Bueno, os acorto los preliminares, no sea que os vayáis a pensar que esto es un texto de calidad. El caso es que en una de mis incursiones por la noche universitaria acabé en uno de estos bares en los que ponen ruido y dan de beber cerveza aguada y fanta de limón por ginebra. Estaba parada moviendo la cabeza al ritmo de los bamboleos del suelo, y como siempre, observaba a la multitud con cara de falsa superioridad. Mientras miraba, empecé a asustarme. No es que hubiera descubierto nada nuevo en ese momento, pero una reflexión de madrugada, y bebida, siempre es más profunda y reveladora que en cualquier otro momento. Total, que allí estaba yo, parada como en una escena de esas en las que aparece una borracha en una discoteca rodeada de gente que baila a cámara lenta, y que parece que va a potar de un momento a otro. Allí estaba, clavada, y anonadada con los rituales de ligoteo que se reproducían en cada puta esquina. Y algo que así dicho debería de ser bonito, o al menos divertido, era una auténtica pena. Una pena deforme a la vista, con toda la gama de adjetivos que van desde la grima al horror.  A ver, no os confundáis. No voy por ahí mirando a la gente en plan morboso. Pero cuando te tiran dos copas por la espalda porque dos criaturas se están morreando detrás de ti como si no hubiera un mañana, entonces no te queda más remedio que girarte a mirar y llamarles de todo, aunque no quieras. Y si por otro lado, se te cruza tu amiga que va a hombros de un chaval que necesitaría que le llevaran a hombros a él, y, aparte, parece que otro paisano se te acerca por un lateral e intenta camelarte arrimando la entrepierna, entonces, entonces no te queda otro remedio que mirar. En este momento sí que me asusté. No sé por qué estaban así las cosas, ni cómo habíamos llegado hasta esa escena entre grotesca y lamentable, pero solo quería encerrarme en mi habitación y ver películas de Hugh Grant hasta que no recordara nada de aquello.

Me niego a creer que a alguien le pueda gustar estar en un bar así. Si sois de estas personas, ya podéis dejar de leer. O no. Como veáis.

Vamos a ver ¿en qué momento hemos pasado a ser unos imbéciles? Y ahora os explico.

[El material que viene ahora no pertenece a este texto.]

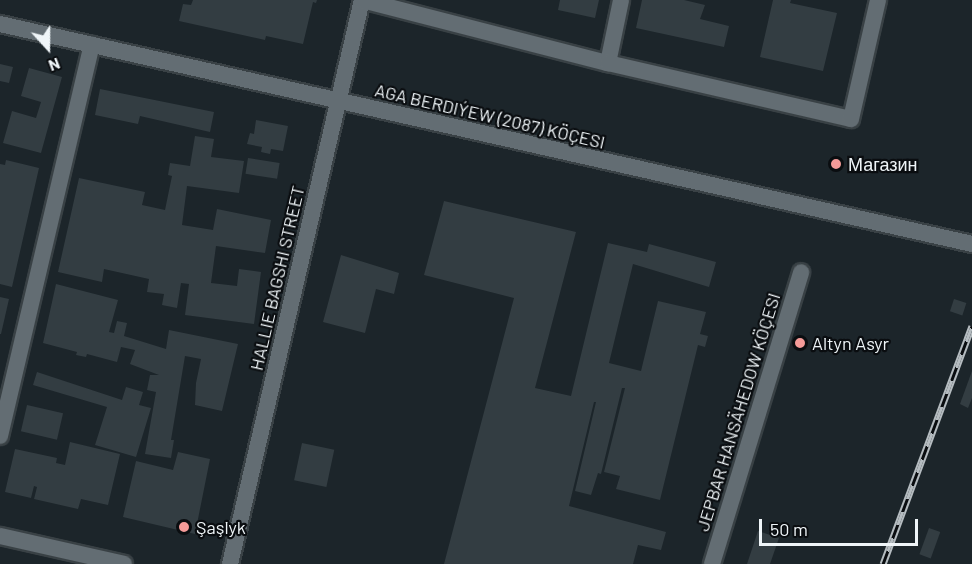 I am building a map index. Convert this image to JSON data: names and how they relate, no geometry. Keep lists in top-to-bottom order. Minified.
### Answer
{"streets":{"street":["AGA BERDIÝEW (2087) KÖÇESI","HALLIE BAGSHI STREET","JEPBAR HANSÄHEDOW KÖÇESI"]},"crossings":[["AGA BERDIÝEW (2087) KÖÇESI","HALLIE BAGSHI STREET"]],"places":["Магазин","Altyn Asyr","Şaşlyk"],"scale_bar":"50 m","north":"bottom"}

No me da pena que dos personas se enrollen y vayan a caballito o lo que cojones les apetezca hacer. Lo que me deja un poco desconcertada es que el concepto de ligar hoy en día se reduzca al estereotipo de estar en un bar, ser guapo y dejarse hacer. No es que sea una romántica, que lo podría ser, pero no me va; es que me parece terrible el que haya que ajustarse a unas reglas prefijadas para establecer contacto. Está comprobado que cuanto más guapo se es, más bueno se está, y más se sale, más se te acerca la gente. Me parecía que los roles y estereotipos que se sucedían en el instituto: el cachas, el friki, la guapa, la empollona… no los volvería a ver jamás, y sin embargo, se siguen reproduciendo por todos lados. Y este sentimiento entre de miedo e ira, al que muy probablemente contribuyó el alcohol, me dejó ver que a cada bar que iba, la gente solo se dedicaba a mirar al horizonte en busca de algún buen partido: guapo/a, alto/a y soltero/a. Y lo reconozco, yo también lo he hecho. Y mil veces me he arrepentido.

Quiero pensar que en otro mundo, la gente habla, se conoce, y es libre de decidir de qué rol quiere formar parte en la vida. Quiero pensar que el tener una belleza desproporcionada y una inteligencia dividida por cero, te lleva o a tener que esforzarte para enamorar a alguien, o a asumir que no lo tienes todo hecho. En un mundo justo, ideal y sin prejuicios, la mayoría de las parejas, o líos de una noche, estarían unidos por algo más que un vistazo en un bar y una disponibilidad de agendas. Y que quede claro, me refiero solo al terreno sentimental, porque parece que cada vez estamos avanzando más en todo lo demás. Que cada vez a los amigos los une una verdadera relación de amistad y no un estatus social, y que cada vez el conseguir trabajo depende más de tu esfuerzo que de tu aspecto. Y menos mal.

Y eso, yo solo lo comentaba para que no salgáis esta noche y os enrolléis con un partidazo que no sabe dónde está Toledo. O que, y puede que sea lo más probable, haya visto demasiadas películas de Hugh Grant últimamente y me haya quedado tonta.